## Task brief
Examine each line of the data. Copy the line if it includes the word "align".

Given data section start

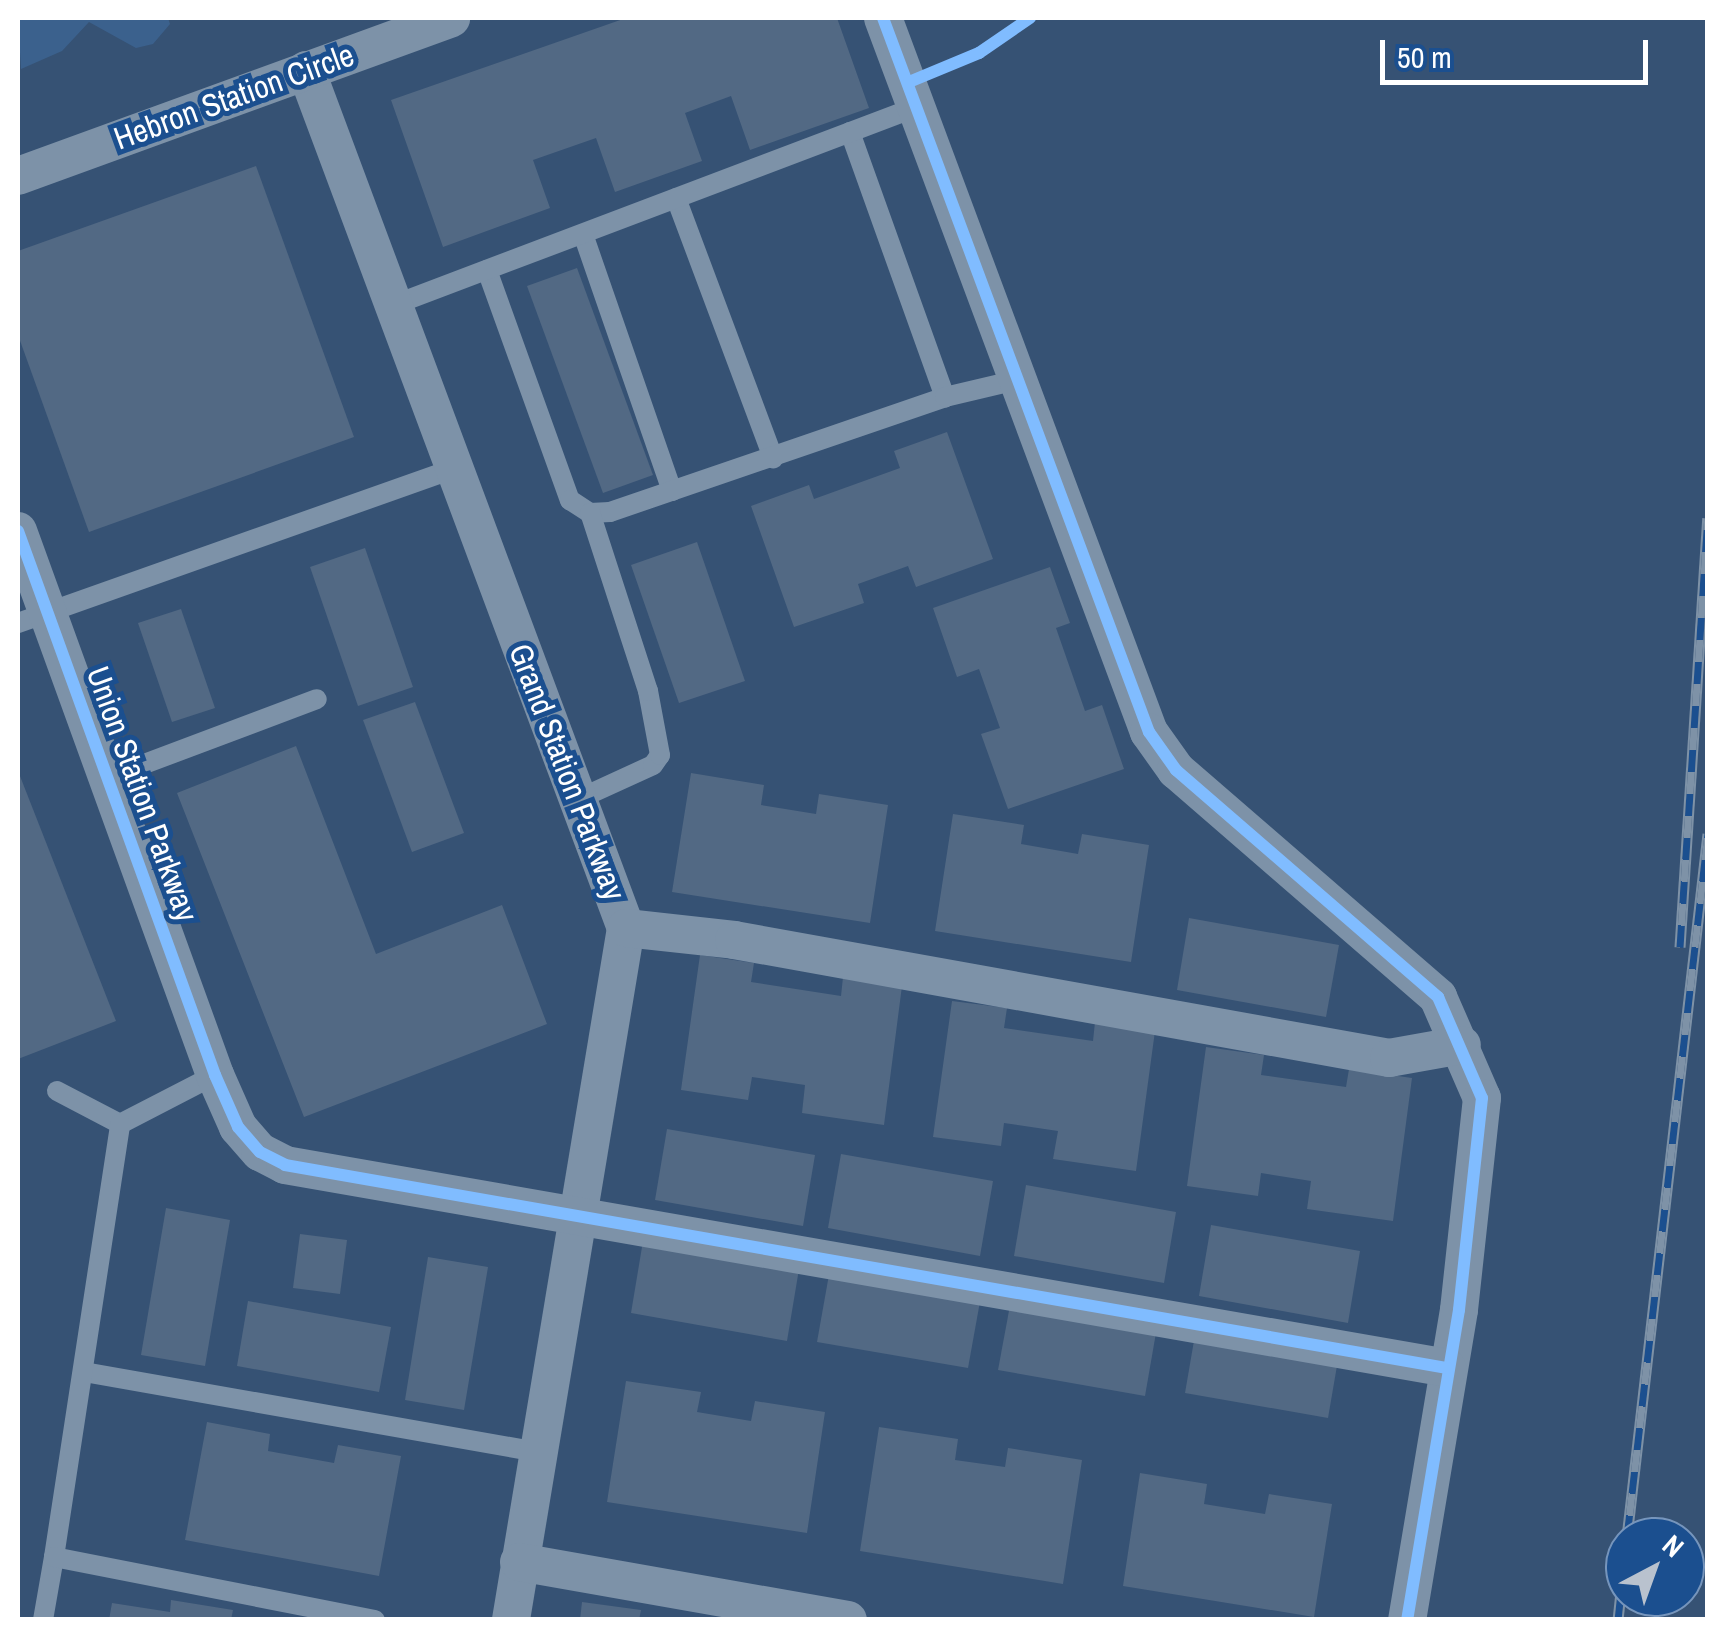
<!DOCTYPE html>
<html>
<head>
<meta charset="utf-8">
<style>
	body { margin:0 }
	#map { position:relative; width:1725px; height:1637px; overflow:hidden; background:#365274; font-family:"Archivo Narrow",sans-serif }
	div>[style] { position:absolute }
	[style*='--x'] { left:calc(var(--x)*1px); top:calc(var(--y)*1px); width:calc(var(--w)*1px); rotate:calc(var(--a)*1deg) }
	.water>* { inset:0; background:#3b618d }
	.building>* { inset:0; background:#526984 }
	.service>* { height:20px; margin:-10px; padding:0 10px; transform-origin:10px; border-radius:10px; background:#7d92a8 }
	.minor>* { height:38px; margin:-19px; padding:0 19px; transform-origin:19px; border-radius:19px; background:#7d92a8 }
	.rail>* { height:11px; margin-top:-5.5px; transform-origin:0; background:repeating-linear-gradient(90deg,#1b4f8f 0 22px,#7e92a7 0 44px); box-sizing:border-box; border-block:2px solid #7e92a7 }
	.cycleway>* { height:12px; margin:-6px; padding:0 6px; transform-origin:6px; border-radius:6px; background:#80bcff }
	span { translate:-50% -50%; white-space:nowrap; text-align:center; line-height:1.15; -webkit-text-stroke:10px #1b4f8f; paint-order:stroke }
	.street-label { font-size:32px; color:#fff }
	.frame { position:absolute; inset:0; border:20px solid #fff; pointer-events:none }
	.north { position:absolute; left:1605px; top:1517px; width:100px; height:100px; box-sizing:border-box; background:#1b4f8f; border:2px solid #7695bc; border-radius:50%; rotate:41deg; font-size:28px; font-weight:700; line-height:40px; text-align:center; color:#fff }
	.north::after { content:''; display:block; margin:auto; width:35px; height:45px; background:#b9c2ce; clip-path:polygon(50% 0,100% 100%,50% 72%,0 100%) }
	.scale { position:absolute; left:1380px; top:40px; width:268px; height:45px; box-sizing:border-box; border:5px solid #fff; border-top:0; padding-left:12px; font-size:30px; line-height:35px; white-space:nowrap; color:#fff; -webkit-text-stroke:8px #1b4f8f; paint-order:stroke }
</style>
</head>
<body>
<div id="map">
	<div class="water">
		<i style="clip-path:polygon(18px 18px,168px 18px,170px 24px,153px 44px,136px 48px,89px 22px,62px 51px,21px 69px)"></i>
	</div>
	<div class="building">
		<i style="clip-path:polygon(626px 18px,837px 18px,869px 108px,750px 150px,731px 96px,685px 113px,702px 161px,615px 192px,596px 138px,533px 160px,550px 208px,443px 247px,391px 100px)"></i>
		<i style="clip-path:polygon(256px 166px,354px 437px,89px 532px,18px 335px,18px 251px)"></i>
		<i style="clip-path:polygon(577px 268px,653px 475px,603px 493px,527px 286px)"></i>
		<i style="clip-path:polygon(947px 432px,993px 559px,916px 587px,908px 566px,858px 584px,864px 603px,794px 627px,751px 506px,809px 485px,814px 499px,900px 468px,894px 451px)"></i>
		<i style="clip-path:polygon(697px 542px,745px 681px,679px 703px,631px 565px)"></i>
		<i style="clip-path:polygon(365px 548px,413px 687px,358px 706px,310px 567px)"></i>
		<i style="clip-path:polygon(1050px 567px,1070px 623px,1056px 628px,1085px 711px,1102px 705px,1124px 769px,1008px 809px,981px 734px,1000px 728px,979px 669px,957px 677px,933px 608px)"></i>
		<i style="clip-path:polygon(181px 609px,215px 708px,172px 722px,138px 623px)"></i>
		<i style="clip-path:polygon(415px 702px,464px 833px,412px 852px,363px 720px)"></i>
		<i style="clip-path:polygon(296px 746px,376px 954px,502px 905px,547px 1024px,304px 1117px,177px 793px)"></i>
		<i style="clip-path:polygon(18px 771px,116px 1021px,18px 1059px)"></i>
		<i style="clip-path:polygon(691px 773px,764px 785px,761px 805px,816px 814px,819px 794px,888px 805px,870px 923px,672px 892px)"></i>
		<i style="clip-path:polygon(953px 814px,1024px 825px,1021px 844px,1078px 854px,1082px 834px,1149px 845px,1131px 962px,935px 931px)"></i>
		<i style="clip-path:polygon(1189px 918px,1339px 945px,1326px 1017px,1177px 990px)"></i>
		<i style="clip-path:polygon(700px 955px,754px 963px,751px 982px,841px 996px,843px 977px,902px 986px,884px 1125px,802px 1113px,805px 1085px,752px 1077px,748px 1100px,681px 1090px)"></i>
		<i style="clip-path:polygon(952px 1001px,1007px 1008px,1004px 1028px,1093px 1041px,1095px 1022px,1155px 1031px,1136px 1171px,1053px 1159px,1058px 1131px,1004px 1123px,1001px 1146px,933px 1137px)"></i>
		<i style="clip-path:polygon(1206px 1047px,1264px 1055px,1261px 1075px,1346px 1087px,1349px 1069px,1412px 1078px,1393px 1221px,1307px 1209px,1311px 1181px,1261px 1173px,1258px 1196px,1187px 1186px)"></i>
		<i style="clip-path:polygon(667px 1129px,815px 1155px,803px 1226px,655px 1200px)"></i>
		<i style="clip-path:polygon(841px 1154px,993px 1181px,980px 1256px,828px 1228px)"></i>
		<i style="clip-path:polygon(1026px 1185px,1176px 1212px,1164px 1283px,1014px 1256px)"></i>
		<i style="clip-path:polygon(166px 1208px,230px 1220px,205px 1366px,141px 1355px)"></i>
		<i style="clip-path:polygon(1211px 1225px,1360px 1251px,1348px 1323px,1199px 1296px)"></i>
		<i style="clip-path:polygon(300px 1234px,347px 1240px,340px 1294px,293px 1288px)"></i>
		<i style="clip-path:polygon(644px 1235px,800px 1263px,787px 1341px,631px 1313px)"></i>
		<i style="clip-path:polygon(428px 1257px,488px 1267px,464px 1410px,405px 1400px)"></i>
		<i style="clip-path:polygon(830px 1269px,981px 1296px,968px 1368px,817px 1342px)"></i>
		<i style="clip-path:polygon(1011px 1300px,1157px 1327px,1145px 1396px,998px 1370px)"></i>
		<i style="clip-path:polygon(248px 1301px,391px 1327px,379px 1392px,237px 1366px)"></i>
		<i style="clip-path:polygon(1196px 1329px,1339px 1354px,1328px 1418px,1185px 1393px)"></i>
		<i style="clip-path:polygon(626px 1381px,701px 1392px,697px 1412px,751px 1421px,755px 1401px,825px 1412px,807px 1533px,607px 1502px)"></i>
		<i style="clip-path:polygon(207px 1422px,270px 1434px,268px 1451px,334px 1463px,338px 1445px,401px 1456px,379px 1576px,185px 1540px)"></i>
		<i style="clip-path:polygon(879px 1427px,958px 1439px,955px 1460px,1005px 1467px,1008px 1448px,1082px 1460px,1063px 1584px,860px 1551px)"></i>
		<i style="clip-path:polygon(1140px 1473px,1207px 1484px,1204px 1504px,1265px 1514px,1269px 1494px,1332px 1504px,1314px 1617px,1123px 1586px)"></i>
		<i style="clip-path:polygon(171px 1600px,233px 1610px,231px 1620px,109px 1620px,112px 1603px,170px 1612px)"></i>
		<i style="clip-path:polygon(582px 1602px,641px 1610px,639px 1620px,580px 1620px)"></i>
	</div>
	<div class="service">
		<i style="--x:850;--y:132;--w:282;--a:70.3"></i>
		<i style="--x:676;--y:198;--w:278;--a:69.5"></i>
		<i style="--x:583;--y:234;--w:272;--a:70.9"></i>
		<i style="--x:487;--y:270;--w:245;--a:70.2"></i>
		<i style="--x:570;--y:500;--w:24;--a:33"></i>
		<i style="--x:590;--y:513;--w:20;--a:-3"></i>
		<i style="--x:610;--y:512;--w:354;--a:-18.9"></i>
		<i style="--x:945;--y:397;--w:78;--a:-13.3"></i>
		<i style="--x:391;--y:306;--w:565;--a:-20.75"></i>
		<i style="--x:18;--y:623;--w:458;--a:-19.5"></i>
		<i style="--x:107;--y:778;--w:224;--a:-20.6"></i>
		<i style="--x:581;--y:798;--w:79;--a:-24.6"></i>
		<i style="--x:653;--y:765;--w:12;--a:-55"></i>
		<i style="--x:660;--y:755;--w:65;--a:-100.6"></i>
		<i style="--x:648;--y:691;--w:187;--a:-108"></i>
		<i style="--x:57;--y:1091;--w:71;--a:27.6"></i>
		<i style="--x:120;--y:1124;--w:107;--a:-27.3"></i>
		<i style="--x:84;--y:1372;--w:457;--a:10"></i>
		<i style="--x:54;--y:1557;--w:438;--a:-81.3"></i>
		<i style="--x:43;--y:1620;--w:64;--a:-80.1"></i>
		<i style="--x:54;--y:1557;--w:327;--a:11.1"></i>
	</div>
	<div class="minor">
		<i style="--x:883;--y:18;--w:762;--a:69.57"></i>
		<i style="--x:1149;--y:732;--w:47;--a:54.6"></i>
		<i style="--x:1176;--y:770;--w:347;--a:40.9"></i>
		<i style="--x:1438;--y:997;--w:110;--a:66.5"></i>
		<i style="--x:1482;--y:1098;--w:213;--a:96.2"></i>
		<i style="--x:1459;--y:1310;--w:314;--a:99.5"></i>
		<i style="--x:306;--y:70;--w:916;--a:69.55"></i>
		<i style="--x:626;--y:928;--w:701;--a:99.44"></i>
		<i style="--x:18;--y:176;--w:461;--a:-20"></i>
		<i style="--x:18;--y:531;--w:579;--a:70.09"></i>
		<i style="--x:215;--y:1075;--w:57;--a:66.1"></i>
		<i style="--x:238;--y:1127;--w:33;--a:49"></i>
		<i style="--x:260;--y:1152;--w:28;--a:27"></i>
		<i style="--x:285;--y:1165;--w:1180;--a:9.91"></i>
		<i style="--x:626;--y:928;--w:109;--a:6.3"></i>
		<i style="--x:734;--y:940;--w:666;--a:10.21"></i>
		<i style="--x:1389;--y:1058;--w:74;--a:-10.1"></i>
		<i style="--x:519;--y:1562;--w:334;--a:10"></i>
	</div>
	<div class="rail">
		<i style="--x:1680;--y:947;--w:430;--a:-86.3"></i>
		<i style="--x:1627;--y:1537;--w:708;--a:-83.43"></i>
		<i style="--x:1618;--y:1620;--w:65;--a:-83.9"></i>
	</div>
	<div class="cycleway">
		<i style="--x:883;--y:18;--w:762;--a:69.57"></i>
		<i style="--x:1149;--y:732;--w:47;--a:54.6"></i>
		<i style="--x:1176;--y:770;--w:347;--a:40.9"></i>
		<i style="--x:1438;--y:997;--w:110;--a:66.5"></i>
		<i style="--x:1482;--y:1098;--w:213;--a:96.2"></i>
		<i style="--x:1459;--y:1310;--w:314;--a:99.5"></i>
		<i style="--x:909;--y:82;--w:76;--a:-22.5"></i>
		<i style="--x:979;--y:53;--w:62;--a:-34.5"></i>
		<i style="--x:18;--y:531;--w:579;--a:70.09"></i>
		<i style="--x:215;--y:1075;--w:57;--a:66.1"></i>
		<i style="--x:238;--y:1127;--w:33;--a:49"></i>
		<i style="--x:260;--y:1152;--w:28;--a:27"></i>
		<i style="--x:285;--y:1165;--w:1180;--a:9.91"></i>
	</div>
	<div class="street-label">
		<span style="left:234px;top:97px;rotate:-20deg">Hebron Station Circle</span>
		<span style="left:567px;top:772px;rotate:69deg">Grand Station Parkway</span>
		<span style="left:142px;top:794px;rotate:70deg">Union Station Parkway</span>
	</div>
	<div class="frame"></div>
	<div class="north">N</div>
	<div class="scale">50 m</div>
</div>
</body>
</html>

Given data section end

## Response
	span { translate:-50% -50%; white-space:nowrap; text-align:center; line-height:1.15; -webkit-text-stroke:10px #1b4f8f; paint-order:stroke }
	.north { position:absolute; left:1605px; top:1517px; width:100px; height:100px; box-sizing:border-box; background:#1b4f8f; border:2px solid #7695bc; border-radius:50%; rotate:41deg; font-size:28px; font-weight:700; line-height:40px; text-align:center; color:#fff }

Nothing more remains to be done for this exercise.